● AIM OF THE TASK
A complete copy of the entries, exactly as written, is the expected result.

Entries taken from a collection
====================

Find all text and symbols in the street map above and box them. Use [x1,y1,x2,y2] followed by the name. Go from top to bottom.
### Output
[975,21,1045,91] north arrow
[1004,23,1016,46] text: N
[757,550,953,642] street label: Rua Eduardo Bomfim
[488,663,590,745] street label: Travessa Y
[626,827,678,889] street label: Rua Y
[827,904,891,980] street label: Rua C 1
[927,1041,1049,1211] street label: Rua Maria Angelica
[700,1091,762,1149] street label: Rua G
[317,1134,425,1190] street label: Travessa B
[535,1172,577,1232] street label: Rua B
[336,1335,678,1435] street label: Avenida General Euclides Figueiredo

====================

● ANSWER AREA
Find all text and symbols in the street map above and box them. Use [x1,y1,x2,y2] followed by the name. Go from top to bottom.
### Output
[975,21,1045,91] north arrow
[1004,23,1016,46] text: N
[757,550,953,642] street label: Rua Eduardo Bomfim
[488,663,590,745] street label: Travessa Y
[626,827,678,889] street label: Rua Y
[827,904,891,980] street label: Rua C 1
[927,1041,1049,1211] street label: Rua Maria Angelica
[700,1091,762,1149] street label: Rua G
[317,1134,425,1190] street label: Travessa B
[535,1172,577,1232] street label: Rua B
[336,1335,678,1435] street label: Avenida General Euclides Figueiredo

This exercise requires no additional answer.